Offers are due no later than 11 a.m. (CT) April 9. The minimum quantity to be offered is 500,000 barrels with a maximum contract quantity of 5 million barrels per offer. Multiple offers can be submitted, but awards to an offeror will not exceed 10 million barrels.
— Other items of note:
- EPA is giving an extra month for comments to its proposed rule that would bar the agency from using scientific research that isn’t or can’t be made public, marking a change from its decades-old approach to using science in rulemaking.
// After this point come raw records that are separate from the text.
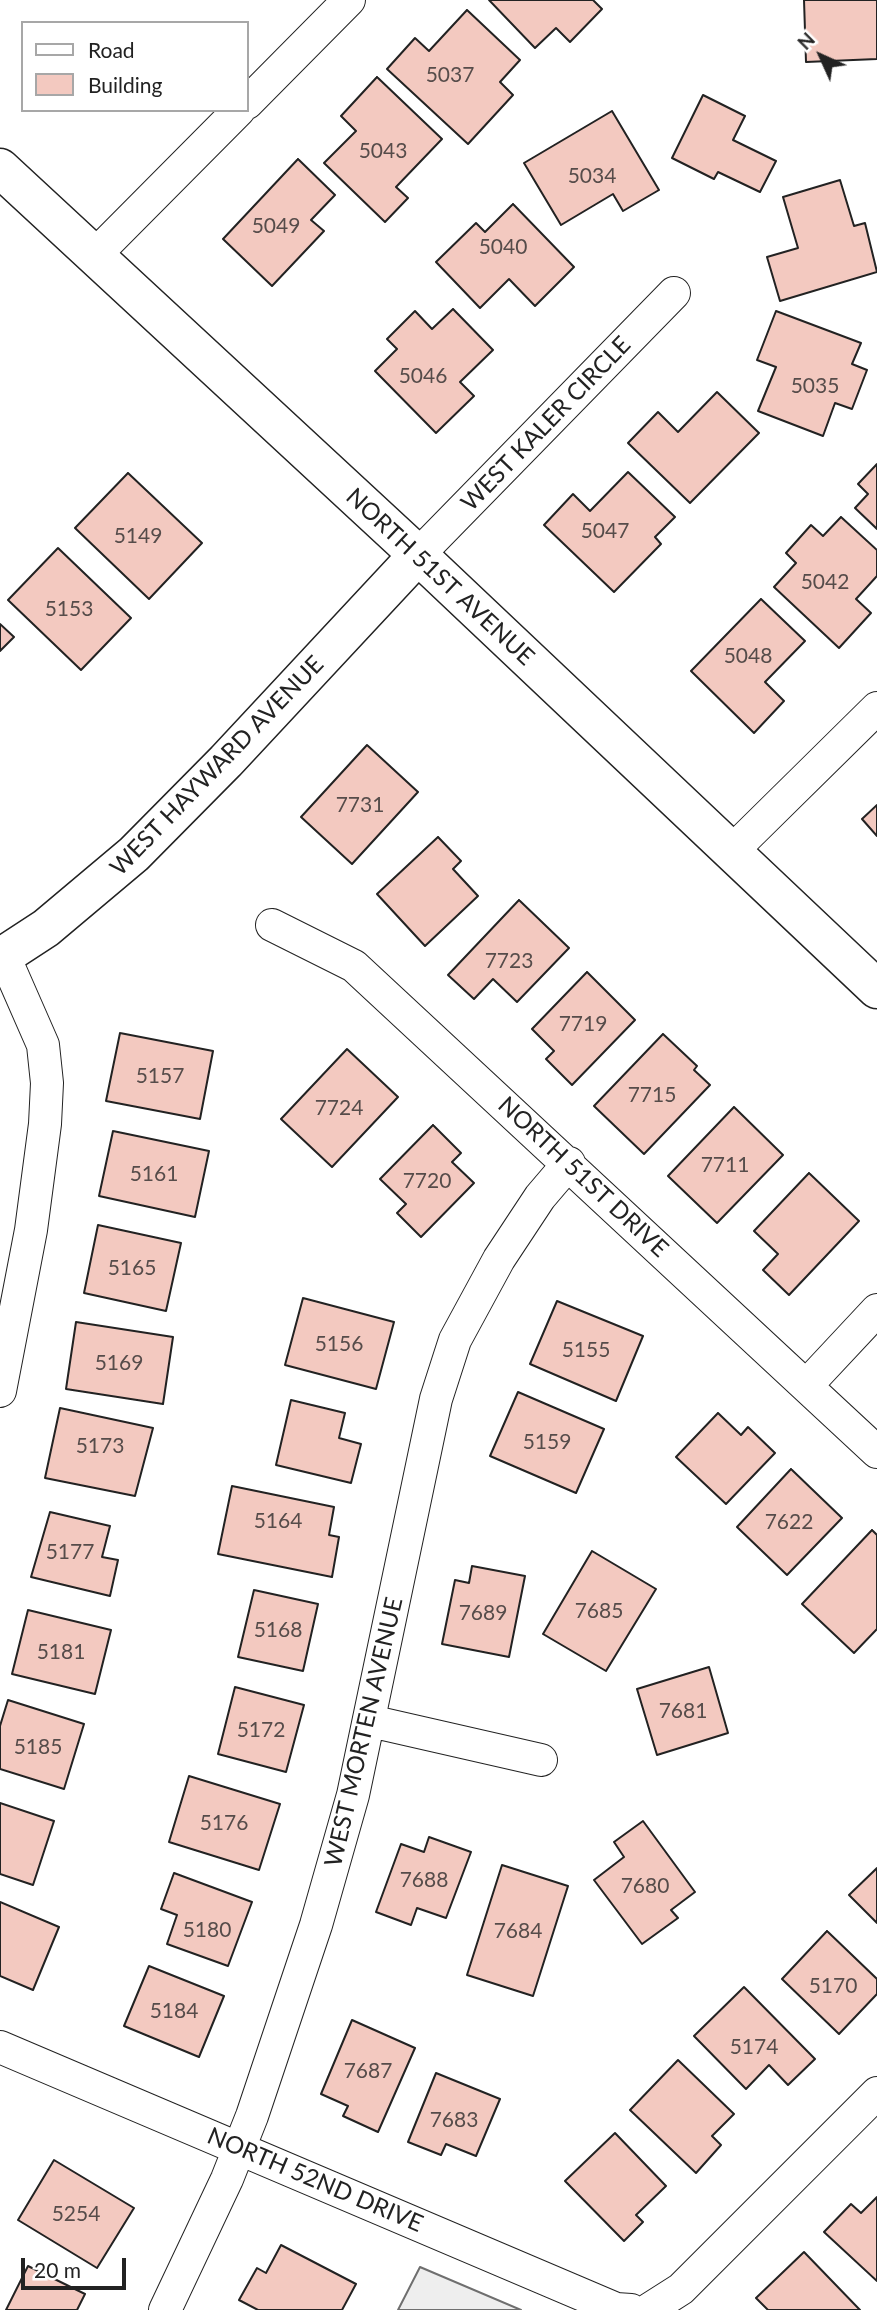 <!DOCTYPE html>
<html>
<head>
<meta charset="utf-8">
<style>
  body { margin:0 }
  #map { position:relative; width:877px; height:2310px; overflow:hidden; background:#fff; font-family:Lato,sans-serif }
  canvas { display:block }
  .legend { position:absolute; left:21px; top:21px; width:228px; height:91px; box-sizing:border-box; background:#fff; border:2px solid #a7a7a7; margin:0; padding:9px 12px; list-style:none; font-size:21px; color:#222 }
  .legend li { display:flex; align-items:center; gap:14px; height:35px }
  .legend b { width:35px; border:2px solid #a7a7a7 }
  .north { position:absolute; left:786px; top:21px; width:70px; height:70px; -webkit-text-stroke:5px #fff; paint-order:stroke; rotate:315deg; font-size:19px; font-weight:700; line-height:28px; text-align:center; color:#222 }
  .north::after { content:''; display:block; margin:auto; width:24px; height:32px; background:#222; clip-path:polygon(50% 0,100% 100%,50% 72%,0 100%) }
  .scale { position:absolute; left:21px; top:2258px; width:105px; height:32px; box-sizing:border-box; border:4px solid #222; border-top:0; padding-left:9px; font-size:21px; line-height:24px; white-space:nowrap; color:#222; -webkit-text-stroke:5px #fff; paint-order:stroke }
</style>
</head>
<body>
<div id="map">
<canvas width="877" height="2310"></canvas>
<ul class="legend">
<li><b style="height:9px;background:#fff"></b>Road</li>
<li><b style="height:19px;background:#f3c9c0"></b>Building</li>
</ul>
<div class="north">N</div>
<div class="scale">20 m</div>
</div>
<script>
const context = document.querySelector('canvas').getContext('2d');
context.lineJoin = 'round';
function fill(path, color) {
  context.fillStyle = color;
  context.fill(path, 'evenodd');
}
function shape(rows) {
  const path = new Path2D();
  for (const r of rows) {
    path.moveTo(r[0], r[1]);
    for (let i = 2; i < r.length; i += 2) path.lineTo(r[i], r[i + 1]);
  }
  return path;
}
function trace(path, color, width, dash) {
  context.strokeStyle = color;
  context.lineWidth = width;
  context.lineCap = dash ? 'butt' : 'round';
  context.setLineDash(dash || []);
  context.stroke(path);
}
function write(font, color, halo, rows, align = 'center') {
  context.font = font + ' Lato,sans-serif';
  context.lineWidth = 5;
  context.setLineDash([]);
  context.textBaseline = 'middle';
  context.strokeStyle = halo;
  context.fillStyle = color;
  for (const [text, x, y, turn = 0] of rows) {
    context.save();
    context.translate(x, y);
    context.rotate((+turn || 0) * Math.PI / 180);
    context.textAlign = isNaN(turn) ? turn : align;
    if (halo) context.strokeText(text, 0, 0);
    context.fillText(text, 0, 0);
    context.restore();
  }
}
const green = shape([
  [420,2267,521,2310,398,2310,420,2267]
]);
fill(green, '#eee');
trace(green, '#6f6f6f', 2);
const building = shape([
  [489,0,593,0,602,9,570,42,556,28,535,48,489,0],
  [804,0,877,0,877,59,806,62,804,0],
  [467,10,520,60,500,82,513,95,468,144,387,69,415,38,429,51,467,10],
  [377,77,442,139,396,187,408,198,385,222,324,163,356,131,341,116,377,77],
  [703,95,745,116,733,140,776,161,760,192,718,172,714,179,672,158,703,95],
  [612,111,659,190,623,211,613,194,561,225,524,163,612,111],
  [298,159,335,195,311,220,324,231,272,286,223,239,298,159],
  [840,180,854,226,865,223,877,272,780,301,767,257,798,248,783,197,840,180],
  [513,204,574,267,535,306,509,279,480,308,436,262,476,223,485,232,513,204],
  [453,309,493,350,460,382,474,396,436,433,375,371,397,349,387,339,415,311,432,329,453,309],
  [776,311,861,343,852,364,867,370,852,409,835,403,823,436,758,411,776,367,757,360,776,311],
  [717,392,759,433,690,503,628,443,658,412,678,432,717,392],
  [877,464,877,529,855,508,868,494,858,484,877,464],
  [628,472,675,517,655,537,661,544,614,592,544,525,573,494,590,511,628,472],
  [128,473,202,543,149,599,75,528,128,473],
  [841,517,877,550,877,576,856,599,871,613,839,648,774,587,796,563,786,553,811,525,823,536,841,517],
  [58,548,131,618,81,670,8,600,58,548],
  [761,599,805,641,765,682,784,701,754,733,691,671,761,599],
  [0,624,14,637,0,651,0,624],
  [367,745,418,792,352,864,301,817,367,745],
  [877,805,877,836,862,819,877,805],
  [438,837,461,861,453,869,478,896,425,946,377,894,438,837],
  [519,900,569,948,517,1002,493,979,474,999,448,975,519,900],
  [587,972,635,1020,572,1085,546,1059,554,1051,532,1029,587,972],
  [120,1033,213,1051,200,1119,106,1101,120,1033],
  [663,1034,697,1066,694,1070,710,1085,644,1154,594,1106,663,1034],
  [347,1049,398,1097,332,1167,281,1119,347,1049],
  [734,1107,783,1155,717,1223,668,1176,734,1107],
  [433,1125,461,1153,452,1162,474,1183,421,1237,397,1213,406,1204,380,1179,433,1125],
  [113,1131,209,1151,195,1217,99,1196,113,1131],
  [809,1173,859,1221,789,1295,763,1270,778,1254,754,1231,809,1173],
  [98,1225,181,1243,166,1311,84,1293,98,1225],
  [303,1298,394,1322,376,1389,285,1365,303,1298],
  [557,1301,643,1336,616,1401,530,1364,557,1301],
  [76,1322,173,1337,163,1404,66,1389,76,1322],
  [518,1392,604,1429,576,1493,490,1456,518,1392],
  [291,1400,345,1413,339,1438,361,1444,351,1483,276,1465,291,1400],
  [60,1408,153,1428,135,1496,45,1478,60,1408],
  [718,1413,741,1435,748,1427,775,1453,726,1504,676,1457,718,1413],
  [791,1469,842,1518,787,1575,737,1527,791,1469],
  [232,1486,334,1507,329,1535,339,1537,332,1577,218,1554,232,1486],
  [50,1512,110,1526,102,1557,118,1560,110,1596,31,1577,50,1512],
  [872,1530,877,1535,877,1629,854,1653,802,1604,872,1530],
  [592,1551,656,1589,606,1671,543,1634,592,1551],
  [472,1566,525,1576,509,1657,442,1644,455,1580,469,1583,472,1566],
  [254,1590,318,1604,303,1671,238,1657,254,1590],
  [28,1610,111,1630,95,1694,12,1674,28,1610],
  [709,1667,728,1733,657,1755,637,1689,709,1667],
  [235,1687,304,1705,286,1772,218,1754,235,1687],
  [8,1700,84,1724,64,1789,0,1769,0,1726,8,1700],
  [189,1776,280,1804,259,1870,169,1842,189,1776],
  [0,1803,54,1821,33,1885,0,1874,0,1803],
  [643,1821,695,1892,671,1910,678,1918,642,1944,594,1880,624,1857,614,1842,643,1821],
  [429,1837,471,1852,446,1918,417,1908,411,1925,376,1912,401,1844,424,1852,429,1837],
  [502,1865,568,1886,533,1996,467,1975,502,1865],
  [877,1868,877,1923,849,1895,877,1868],
  [174,1873,252,1902,228,1966,167,1944,177,1915,161,1909,174,1873],
  [0,1902,59,1927,33,1990,0,1976,0,1902],
  [827,1931,877,1979,877,1994,839,2034,782,1979,827,1931],
  [149,1966,224,1996,199,2057,124,2026,149,1966],
  [744,1987,815,2059,788,2085,769,2065,746,2089,694,2036,744,1987],
  [352,2020,415,2048,378,2132,343,2116,348,2106,321,2094,352,2020],
  [678,2060,734,2114,712,2136,721,2145,696,2173,630,2110,678,2060],
  [436,2073,500,2099,476,2156,446,2144,441,2155,408,2142,436,2073],
  [615,2133,666,2186,636,2215,643,2222,624,2241,565,2181,615,2133],
  [54,2160,134,2208,97,2268,18,2220,54,2160],
  [877,2197,877,2281,824,2232,851,2204,861,2213,877,2197],
  [281,2245,356,2284,342,2310,258,2310,239,2300,257,2268,266,2273,281,2245],
  [804,2252,860,2310,768,2310,756,2298,804,2252],
  [28,2266,85,2294,77,2310,6,2310,28,2266]
]);
fill(building, '#f3c9c0');
trace(building, '#222', 2);
const minor = shape([
  [247,103,349,0],
  [94,256,239,110],
  [418,555,674,293],
  [732,851,877,708],
  [272,925,354,966,877,1452],
  [806,1386,877,1310],
  [0,1391,31,1230,45,1124,47,1083,43,1045,4,956],
  [370,1721,541,1760],
  [0,2047,616,2309,631,2310],
  [165,2310,227,2179,252,2116,316,1925,353,1795,436,1399,455,1340,499,1259,540,1197,569,1163],
  [648,2310,681,2289,877,2093]
]);
const tertiary = shape([
  [0,958,46,928,134,854,226,761,418,555]
]);
const primary = shape([
  [0,168,418,555,877,989]
]);
trace(minor, '#222', 34);
trace(tertiary, '#222', 41);
trace(primary, '#222', 41);
trace(minor, '#fff', 32);
trace(tertiary, '#fff', 38);
trace(primary, '#fff', 38);
write('21px', '#564c4a', null, [
  ["5037",450,75],
  ["5043",383,151],
  ["5034",592,176],
  ["5049",276,226],
  ["5040",503,247],
  ["5046",423,376],
  ["5035",815,386],
  ["5047",605,531],
  ["5149",138,536],
  ["5042",825,582],
  ["5153",69,609],
  ["5048",748,656],
  ["7731",360,805],
  ["7723",509,961],
  ["7719",583,1024],
  ["5157",160,1076],
  ["7715",652,1095],
  ["7724",339,1108],
  ["7711",725,1165],
  ["5161",154,1174],
  ["7720",427,1181],
  ["5165",132,1268],
  ["5156",339,1344],
  ["5155",586,1350],
  ["5169",119,1363],
  ["5159",547,1442],
  ["5173",100,1446],
  ["5164",278,1521],
  ["7622",789,1522],
  ["5177",70,1552],
  ["7685",599,1611],
  ["7689",483,1613],
  ["5168",278,1630],
  ["5181",61,1652],
  ["7681",683,1711],
  ["5172",261,1730],
  ["5185",38,1747],
  ["5176",224,1823],
  ["7688",424,1880],
  ["7680",645,1886],
  ["5180",207,1930],
  ["7684",518,1931],
  ["5170",833,1986],
  ["5184",174,2011],
  ["5174",754,2047],
  ["7687",368,2071],
  ["7683",454,2120],
  ["5254",76,2214]
]);
write('24px', '#222', '#fff', [
  ["WEST KALER CIRCLE",546,424,-46],
  ["NORTH 51ST AVENUE",440,577,43],
  ["WEST HAYWARD AVENUE",217,766,-46],
  ["NORTH 51ST DRIVE",583,1177,43],
  ["WEST MORTEN AVENUE",364,1732,-77],
  ["NORTH 52ND DRIVE",315,2180,23]
]);
</script>
</body>
</html>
The comment period now closes on May 18, instead of April 17.
- Pesticide residues in 91,015 food samples analyzed by the European Food Safety Authority showed 95.5% complied with legal limits. So dietary exposures to pesticides “are unlikely to pose a concern,” the agency said in a report released yesterday (link).
- New York State is making it easier to start renewable energy projects through changes to siting and transmission rules. The changes are included in the state’s new budget. A coalition of clean energy, real estate and other groups says the new siting process will help the state achieve 70% renewable electricity by 2030 as required by the state’s 2019 climate law.
- Democratic convention postponed until a week before GOP's. The DNC has postponed its national convention because of the coronavirus, moving it from mid-July to mid-August. The convention will still be held in Milwaukee, as planned, the week of Aug. 17, one “week before Republicans plan to gather in Charlotte, N.C., to renominate President Trump. The DNC made the announcement on Thursday just hours after the party’s likely nominee, ex-Vice President Joe Biden, called for rescheduling the convention.
— Markets. The Dow on Thursday gained 469.93 points, 2.24%, at 21,413.44. The Nasdaq rose 126.73 points, 1.72%, at 7,487.31. The S&P 500 added 56.40 points, 2.28%, at 2,526.90.